Really useful if that was taught at the 2unit or even 3unit level (not that I don't use it when I can).

 

[withoutaface]

Really useful if that was taught at the 2unit or even 3unit level (not that I don't use it when I can).

I thought implicit diff was 3u...

 

[Xayma]

The closest we get is:

^dy/_dx=^dy/_du*^du/_dx

Not in any form like the above.

 

[mojako]

The closest we get is:

^dy/_dx=^dy/_du*^du/_dx

Not in any form like the above.

that is called:
"the technique of adding an extra variable"
or the chain rule, if you prefer that word...

implicit diff.. I think the idea of implicit diff is apparent in the binomial identity stuff [ remember Rench's thread about (1+x)^n(1+x)^n=(1+x)^2n ]
basically it is about differentiating LHS and RHS separately.
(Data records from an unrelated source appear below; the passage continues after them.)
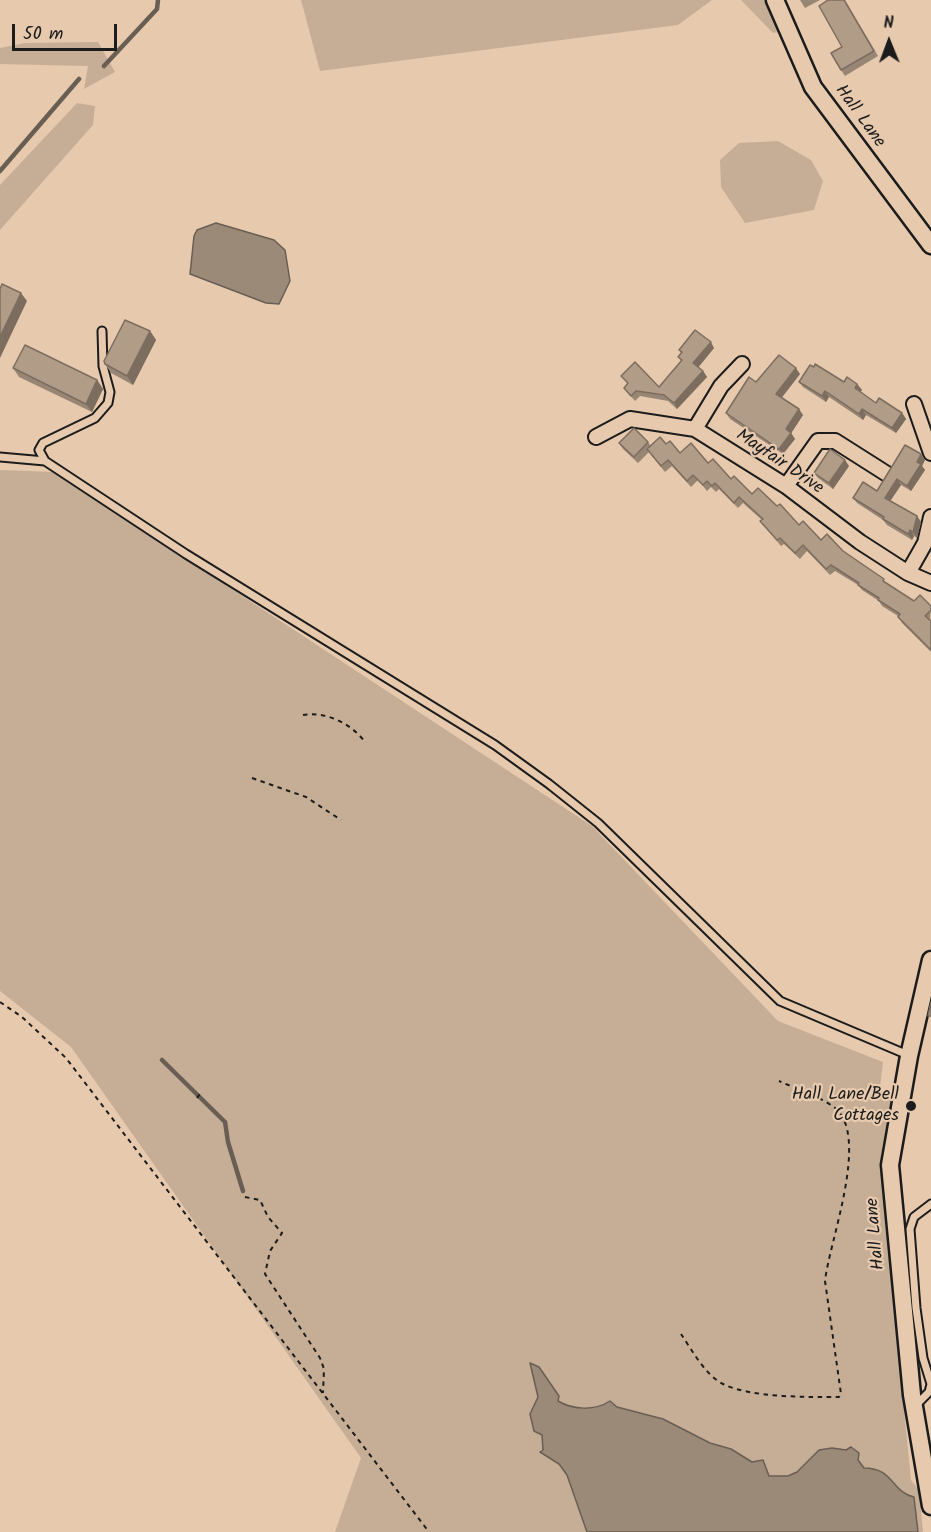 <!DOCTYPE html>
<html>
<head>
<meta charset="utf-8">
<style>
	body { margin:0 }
	#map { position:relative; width:931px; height:1532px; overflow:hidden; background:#e7caae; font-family:Kalam,sans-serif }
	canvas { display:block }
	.north { position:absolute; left:859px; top:12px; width:60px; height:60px; -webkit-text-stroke:4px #e7caae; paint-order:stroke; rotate:359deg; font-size:16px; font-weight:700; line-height:24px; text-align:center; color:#1c1c1c }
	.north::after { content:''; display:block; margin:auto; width:21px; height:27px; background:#1c1c1c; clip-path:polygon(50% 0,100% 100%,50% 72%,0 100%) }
	.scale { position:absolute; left:12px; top:24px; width:105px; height:27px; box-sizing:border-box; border:3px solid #1c1c1c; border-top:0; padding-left:8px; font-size:18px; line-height:21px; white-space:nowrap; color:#1c1c1c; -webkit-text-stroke:4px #e7caae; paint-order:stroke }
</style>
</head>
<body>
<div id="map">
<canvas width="931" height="1532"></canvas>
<div class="north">N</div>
<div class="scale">50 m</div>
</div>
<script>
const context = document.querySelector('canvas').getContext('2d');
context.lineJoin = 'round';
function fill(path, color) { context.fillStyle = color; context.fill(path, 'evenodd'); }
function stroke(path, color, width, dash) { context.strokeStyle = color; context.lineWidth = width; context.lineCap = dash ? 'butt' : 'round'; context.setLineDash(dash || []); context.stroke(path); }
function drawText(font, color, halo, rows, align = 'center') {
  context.font = font + ' Kalam,sans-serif'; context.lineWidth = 4.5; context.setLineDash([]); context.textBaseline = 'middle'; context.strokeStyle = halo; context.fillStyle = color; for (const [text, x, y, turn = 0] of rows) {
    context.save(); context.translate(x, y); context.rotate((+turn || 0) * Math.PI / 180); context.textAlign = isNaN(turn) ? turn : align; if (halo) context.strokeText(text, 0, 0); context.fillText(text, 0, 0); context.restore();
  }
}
fill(new Path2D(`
	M301,0H712L678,25L320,71Z
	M741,0H767L780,32L773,33Z
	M98,42L115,72L84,89L88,66L0,64V48L25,43Z
	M77,103L95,106L93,125L0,230V185Z
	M778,141L811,160L823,181L814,210L745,223L721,187L720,160L739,143Z
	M0,470L54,472L592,826L778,1021L883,1062L879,1096L893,1098L881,1154L882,1187L911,1480L919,1490L923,1532H335L361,1458L71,1047L0,991Z`), '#c6ae96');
const water = new Path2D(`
	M216,223L274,240L285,250L290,281L279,304L266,303L190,274L194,236L197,230Z
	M530,1363L539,1367L559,1396L558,1401C573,1410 595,1411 610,1401L617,1407L663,1419L710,1443L731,1449L752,1462L763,1460L769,1476H788L797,1472L819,1450L832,1448L846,1450L851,1447L859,1453L858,1460L864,1468C894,1468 891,1492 914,1497L918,1532H587L567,1475L559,1464L540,1452L543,1450L542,1435L534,1431L530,1414L538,1397Z`);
fill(water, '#9c8a78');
stroke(water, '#695e53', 1.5);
stroke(new Path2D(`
	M104,66L157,9L158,0
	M0,171L79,79
	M162,1060L225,1122L228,1142L243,1191`), '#695e53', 4.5);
const service = new Path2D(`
	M102,331L103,366L110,392L108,403L95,418L43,443L39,450L45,461L186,554L495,745L549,784L598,823L780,1001L908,1055
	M0,457L45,461
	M916,1405L929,1392L931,1384L923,1358L916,1308L910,1229L914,1217L931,1204`);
const minor = new Path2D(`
	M914,404L931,453
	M695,429L721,386L742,364
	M596,437L630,419L695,429L786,486L860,542L908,573L931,583
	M786,486L818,441H835L887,474
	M908,573L925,543L931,517`);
const tertiary = new Path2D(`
	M775,0L813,87L931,245
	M931,960L909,1056L890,1165L912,1395L931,1506`);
stroke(service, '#1c1c1c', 11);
stroke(minor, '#1c1c1c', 18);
stroke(tertiary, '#1c1c1c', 21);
stroke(new Path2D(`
	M303,715C325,711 351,723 365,742
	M252,778L306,797L341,820
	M0,1002L22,1017L66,1058L429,1532
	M197,1098L202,1091
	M245,1197L260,1200L268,1217L282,1233L270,1251L265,1274L320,1358L324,1369L323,1393
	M681,1334C692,1350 705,1375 723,1384C752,1398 807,1397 839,1397L841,1394L825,1281C829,1242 871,1135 834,1107C818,1096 797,1089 779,1081`), '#1c1c1c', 2, [4.5, 4.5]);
stroke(service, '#e7caae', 7);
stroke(minor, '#e7caae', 14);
stroke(tertiary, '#e7caae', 16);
fill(new Path2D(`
	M800,0H820L805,8Z
	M845,0L878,56L845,76L841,70Z
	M150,331L156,340L133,385L111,373L105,364Z
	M714,348L698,367L703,371L707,377L677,409L668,401L640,396L635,401L624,388L628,384L621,376L659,387L681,361L678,357L681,353L679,350Z
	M13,368L97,380L103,389L92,412L19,377Z
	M800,374L781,398L803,415L791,433L795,439L783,454L730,419L726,413L756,382Z
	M799,382H844L857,384L862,390L860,392L876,403L902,413L906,419L896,433L866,415L863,420L829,397L826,402L803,387Z
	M648,442L650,445L666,444L680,453L708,463L752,494L777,506L799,525L821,540L843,551L888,585L914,601L931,606L930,621L931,652L902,623L898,616L882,606L879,601L862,590L858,585L835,571L830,575L807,551L800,559L784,544L781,546L765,527L760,521L762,520L743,503L738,508L719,489L716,492L711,487L707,491L698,480L691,487L672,466L665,472L649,452L638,463L623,449L619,443Z
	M925,460L922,466L925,470L911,491L901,485L890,501L917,516L921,522L917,538L914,536L912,540L887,525L883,520L857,503L853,498L877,491Z
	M849,466L833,489L818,478L814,473Z`), '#988675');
fill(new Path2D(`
	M21,293L27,301L0,358V337Z
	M150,331L156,340L133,385L127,376Z
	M711,342L714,348L697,369L693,363Z
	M796,368L800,374L780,400L776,394Z
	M703,371L707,377L677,409L674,403Z
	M97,380L103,389L92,412L86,404Z
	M857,384L862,390L859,394L855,388Z
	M825,391L829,397L826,402L822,396Z
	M799,409L803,415L790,435L786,429Z
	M862,409L866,415L863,420L859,414Z
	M902,413L906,419L896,433L892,428Z
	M791,433L795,439L783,454L779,449Z
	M921,454L925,460L922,466L925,470L911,491L907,486L917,462Z
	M845,460L849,466L833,489L829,483Z
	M897,479L901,485L889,503L885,498Z
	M917,516L921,522L917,538L913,532Z
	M910,530L914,536L912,540L908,534Z`), '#7c6d5f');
const building = new Path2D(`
	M828,0H844L874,51L841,70L831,53L842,47L819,6Z
	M2,284L21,293L0,337V289Z
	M125,320L150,331L127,376L105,364L104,361Z
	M695,330L711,342L693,363L703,371L674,403L664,395L636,391L631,396L624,388L628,383L621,376L635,362L659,387L682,360L678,357L682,352L679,350Z
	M25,345L97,380L86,404L13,368Z
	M779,355L796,368L776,394L799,409L786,429L791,433L779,449L726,413L749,377L756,382Z
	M815,364L844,382L847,377L857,384L855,388L876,403L879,398L902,413L892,428L862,409L859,414L825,391L822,396L799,382L810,365L814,367Z
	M634,428L648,442L634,457L619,443Z
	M660,437L666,444L670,441L680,453L691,443L708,463L713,459L731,479L734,476L752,494L758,488L777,506L780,504L799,525L803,521L821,540L827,534L843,551L884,579L883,581L914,601L920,595L931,606V610L925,616L931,621V650L898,617L900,614L878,600L879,598L858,585L859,583L831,565L826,569L803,545L795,553L780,538L777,540L760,521L763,519L739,497L734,503L715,483L712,486L707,481L703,485L693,475L687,481L668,460L661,466L647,449Z
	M905,445L921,454L917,462L921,464L907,486L897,479L885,498L917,516L913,532L910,530L908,534L883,519L884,517L853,498L863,482L877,491Z
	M830,449L845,460L829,483L814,473Z
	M931,1002V1016H928Z`);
fill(building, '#b19c88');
stroke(building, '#7c6d5f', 1.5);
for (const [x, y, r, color] of [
	[911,1106,6,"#1c1c1c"]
]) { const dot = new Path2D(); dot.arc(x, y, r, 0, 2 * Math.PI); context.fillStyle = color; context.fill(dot); stroke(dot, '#e7caae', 2); }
drawText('18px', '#1c1c1c', '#e7caae', [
	["Hall Lane",859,117,54],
	["Mayfair Drive",779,463,34],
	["Hall Lane",877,1234,-95]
]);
drawText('18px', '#1c1c1c', '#e7caae', [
	["Hall Lane/Bell",899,1096],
	["Cottages",899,1117]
], 'right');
</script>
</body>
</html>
so you can say that 3U students learn implicit differentiation implicitly, while 4U students learn it explicitly.

 

[Xayma]

Yeah I know its the chain rule but that is the closest to it.

Meh I learnt it out of the maths ext 2 forum so Im happy.

 

[JamiL]

I dont get the question

but btw, differential is not the same as derivative.
say y = 2x
derivative (dy/dx) = 2
differential (dy) = 2 dx

dy/dx=2 is the same as dy=2dx... think of it as a fraction(even thou its not, jus a different way of righting it like y' or m)